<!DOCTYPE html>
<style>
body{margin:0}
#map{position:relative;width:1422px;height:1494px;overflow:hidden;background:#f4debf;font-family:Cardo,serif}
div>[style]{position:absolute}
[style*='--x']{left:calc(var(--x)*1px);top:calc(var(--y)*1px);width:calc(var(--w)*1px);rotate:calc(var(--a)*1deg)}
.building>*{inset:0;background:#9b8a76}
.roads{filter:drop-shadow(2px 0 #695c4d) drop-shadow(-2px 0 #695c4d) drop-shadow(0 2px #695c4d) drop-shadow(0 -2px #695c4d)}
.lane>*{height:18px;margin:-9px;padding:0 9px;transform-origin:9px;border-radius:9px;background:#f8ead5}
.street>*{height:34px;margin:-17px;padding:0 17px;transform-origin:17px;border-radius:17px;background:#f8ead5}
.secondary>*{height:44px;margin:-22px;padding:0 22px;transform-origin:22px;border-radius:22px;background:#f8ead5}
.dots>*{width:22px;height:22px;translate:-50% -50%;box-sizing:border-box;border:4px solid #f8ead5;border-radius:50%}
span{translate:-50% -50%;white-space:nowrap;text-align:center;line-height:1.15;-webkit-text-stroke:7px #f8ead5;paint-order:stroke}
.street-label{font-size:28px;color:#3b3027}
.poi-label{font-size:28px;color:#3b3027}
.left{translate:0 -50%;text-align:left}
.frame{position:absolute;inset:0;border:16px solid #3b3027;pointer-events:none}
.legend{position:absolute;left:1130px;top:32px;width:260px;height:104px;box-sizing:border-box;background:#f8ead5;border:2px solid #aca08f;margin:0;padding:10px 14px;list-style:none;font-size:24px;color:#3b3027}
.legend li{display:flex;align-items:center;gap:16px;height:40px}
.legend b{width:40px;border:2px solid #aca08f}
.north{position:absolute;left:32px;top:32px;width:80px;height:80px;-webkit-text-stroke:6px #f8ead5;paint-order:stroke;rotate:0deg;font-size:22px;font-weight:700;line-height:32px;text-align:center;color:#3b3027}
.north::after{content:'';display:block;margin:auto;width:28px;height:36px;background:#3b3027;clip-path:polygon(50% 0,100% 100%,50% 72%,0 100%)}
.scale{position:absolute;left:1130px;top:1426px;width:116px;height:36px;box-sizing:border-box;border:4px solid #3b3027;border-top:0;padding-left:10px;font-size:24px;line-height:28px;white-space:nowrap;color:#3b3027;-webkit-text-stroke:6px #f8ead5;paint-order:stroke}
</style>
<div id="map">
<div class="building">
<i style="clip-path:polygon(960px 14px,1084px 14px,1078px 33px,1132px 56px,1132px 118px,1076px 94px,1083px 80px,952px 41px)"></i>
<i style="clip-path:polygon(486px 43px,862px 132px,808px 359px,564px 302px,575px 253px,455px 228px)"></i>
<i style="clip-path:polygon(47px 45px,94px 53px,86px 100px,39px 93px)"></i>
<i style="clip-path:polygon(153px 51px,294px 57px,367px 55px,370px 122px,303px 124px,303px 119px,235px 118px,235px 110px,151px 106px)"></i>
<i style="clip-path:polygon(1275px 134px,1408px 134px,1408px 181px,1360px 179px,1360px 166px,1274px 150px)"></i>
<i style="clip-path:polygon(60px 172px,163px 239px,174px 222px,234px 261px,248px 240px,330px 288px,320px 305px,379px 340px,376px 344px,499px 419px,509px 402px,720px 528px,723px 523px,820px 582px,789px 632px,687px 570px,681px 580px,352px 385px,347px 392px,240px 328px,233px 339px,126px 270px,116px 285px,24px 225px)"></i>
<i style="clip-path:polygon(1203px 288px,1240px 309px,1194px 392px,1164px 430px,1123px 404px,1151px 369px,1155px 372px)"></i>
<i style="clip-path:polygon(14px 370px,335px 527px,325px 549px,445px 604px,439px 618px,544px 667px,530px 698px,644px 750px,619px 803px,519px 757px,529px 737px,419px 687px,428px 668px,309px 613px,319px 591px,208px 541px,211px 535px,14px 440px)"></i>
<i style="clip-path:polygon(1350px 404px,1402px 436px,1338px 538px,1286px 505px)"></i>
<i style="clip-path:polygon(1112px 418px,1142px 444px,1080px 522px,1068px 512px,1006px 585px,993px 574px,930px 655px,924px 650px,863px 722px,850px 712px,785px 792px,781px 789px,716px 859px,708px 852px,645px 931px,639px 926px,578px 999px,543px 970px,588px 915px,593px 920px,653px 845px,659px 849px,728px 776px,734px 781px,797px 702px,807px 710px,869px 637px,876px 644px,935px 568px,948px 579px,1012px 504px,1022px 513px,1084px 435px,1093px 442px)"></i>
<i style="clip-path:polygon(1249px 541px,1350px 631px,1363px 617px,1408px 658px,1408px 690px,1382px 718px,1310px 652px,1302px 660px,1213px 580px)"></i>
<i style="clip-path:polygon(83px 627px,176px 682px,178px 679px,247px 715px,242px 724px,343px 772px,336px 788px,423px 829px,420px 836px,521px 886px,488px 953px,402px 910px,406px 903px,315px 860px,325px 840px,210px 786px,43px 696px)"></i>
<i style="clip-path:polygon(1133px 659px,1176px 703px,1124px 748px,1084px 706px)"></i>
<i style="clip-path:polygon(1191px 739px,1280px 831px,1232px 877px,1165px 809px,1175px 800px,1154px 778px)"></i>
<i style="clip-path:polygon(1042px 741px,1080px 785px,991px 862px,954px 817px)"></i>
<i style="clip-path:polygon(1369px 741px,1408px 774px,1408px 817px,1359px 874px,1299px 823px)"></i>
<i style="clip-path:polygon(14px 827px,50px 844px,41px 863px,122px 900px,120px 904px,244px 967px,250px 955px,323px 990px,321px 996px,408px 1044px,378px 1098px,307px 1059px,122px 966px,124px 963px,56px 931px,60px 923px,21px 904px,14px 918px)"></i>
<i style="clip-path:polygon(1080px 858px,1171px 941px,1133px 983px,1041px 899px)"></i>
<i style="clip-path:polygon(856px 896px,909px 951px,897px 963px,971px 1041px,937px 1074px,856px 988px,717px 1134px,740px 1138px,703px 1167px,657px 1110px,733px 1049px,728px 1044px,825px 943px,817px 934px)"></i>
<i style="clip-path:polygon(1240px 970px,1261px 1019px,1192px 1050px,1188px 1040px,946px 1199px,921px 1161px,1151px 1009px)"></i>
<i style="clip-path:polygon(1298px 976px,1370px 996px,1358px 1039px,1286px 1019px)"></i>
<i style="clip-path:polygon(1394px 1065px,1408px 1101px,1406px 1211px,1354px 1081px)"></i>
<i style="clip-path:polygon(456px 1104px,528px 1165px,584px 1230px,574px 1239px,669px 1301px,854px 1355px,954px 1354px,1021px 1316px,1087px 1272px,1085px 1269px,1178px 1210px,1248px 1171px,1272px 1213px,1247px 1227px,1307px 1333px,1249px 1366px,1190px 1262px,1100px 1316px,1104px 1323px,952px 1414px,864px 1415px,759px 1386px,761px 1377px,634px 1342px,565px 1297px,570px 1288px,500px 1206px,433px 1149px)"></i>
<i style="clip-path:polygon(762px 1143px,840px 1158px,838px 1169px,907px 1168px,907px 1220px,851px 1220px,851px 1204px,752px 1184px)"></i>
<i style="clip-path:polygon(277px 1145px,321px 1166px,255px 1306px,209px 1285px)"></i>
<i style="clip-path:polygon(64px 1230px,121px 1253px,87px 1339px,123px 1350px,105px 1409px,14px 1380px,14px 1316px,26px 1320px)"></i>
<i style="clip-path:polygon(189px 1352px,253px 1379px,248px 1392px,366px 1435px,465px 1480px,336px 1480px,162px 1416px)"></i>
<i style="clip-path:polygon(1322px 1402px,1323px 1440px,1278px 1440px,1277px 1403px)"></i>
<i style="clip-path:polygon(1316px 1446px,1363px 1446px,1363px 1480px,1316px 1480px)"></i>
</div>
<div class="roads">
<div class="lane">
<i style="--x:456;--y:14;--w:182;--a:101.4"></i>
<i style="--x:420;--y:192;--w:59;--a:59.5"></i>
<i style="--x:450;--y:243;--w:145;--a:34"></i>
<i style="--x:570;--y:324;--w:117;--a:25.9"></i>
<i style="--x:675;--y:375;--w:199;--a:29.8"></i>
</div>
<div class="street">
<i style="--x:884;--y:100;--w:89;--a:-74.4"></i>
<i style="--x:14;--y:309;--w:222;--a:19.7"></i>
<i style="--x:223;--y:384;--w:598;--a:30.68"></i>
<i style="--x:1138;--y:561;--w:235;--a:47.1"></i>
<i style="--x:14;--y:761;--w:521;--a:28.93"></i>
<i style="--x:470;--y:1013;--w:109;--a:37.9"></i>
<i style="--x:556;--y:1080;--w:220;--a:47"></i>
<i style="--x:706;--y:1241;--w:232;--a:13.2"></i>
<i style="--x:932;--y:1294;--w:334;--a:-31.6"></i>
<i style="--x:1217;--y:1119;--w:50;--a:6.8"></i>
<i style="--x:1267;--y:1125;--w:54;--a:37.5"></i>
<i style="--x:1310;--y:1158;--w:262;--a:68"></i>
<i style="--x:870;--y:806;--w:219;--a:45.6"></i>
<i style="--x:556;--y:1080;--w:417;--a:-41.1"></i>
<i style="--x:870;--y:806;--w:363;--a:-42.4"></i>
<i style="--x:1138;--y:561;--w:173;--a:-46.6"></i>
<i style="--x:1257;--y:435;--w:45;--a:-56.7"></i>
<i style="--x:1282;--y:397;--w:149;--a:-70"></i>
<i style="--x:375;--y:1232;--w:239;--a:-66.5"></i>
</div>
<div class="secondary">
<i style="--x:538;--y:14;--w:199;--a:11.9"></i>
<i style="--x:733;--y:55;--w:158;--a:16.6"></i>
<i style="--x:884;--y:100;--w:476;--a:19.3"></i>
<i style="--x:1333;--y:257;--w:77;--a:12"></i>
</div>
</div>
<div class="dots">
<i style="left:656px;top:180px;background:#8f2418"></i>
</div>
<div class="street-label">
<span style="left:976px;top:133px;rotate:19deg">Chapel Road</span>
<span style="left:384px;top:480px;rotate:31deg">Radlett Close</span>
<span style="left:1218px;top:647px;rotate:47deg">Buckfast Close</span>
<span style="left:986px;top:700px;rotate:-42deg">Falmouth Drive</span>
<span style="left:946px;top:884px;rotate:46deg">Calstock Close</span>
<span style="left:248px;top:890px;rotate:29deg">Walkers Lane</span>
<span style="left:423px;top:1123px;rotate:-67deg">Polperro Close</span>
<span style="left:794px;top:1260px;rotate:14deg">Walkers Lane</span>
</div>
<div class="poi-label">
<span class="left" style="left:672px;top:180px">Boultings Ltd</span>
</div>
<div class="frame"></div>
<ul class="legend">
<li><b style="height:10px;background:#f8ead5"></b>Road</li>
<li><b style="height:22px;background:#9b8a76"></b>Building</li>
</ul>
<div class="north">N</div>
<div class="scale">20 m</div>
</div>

==*==

* _YOUR ASSIGNMENT_
Reproduce the lines of the records exactly, from the first one through the line that contains "0 #695c4d) drop-shadow(-2px".

* _TASK RESULT_
<!DOCTYPE html>
<style>
body{margin:0}
#map{position:relative;width:1422px;height:1494px;overflow:hidden;background:#f4debf;font-family:Cardo,serif}
div>[style]{position:absolute}
[style*='--x']{left:calc(var(--x)*1px);top:calc(var(--y)*1px);width:calc(var(--w)*1px);rotate:calc(var(--a)*1deg)}
.building>*{inset:0;background:#9b8a76}
.roads{filter:drop-shadow(2px 0 #695c4d) drop-shadow(-2px 0 #695c4d) drop-shadow(0 2px #695c4d) drop-shadow(0 -2px #695c4d)}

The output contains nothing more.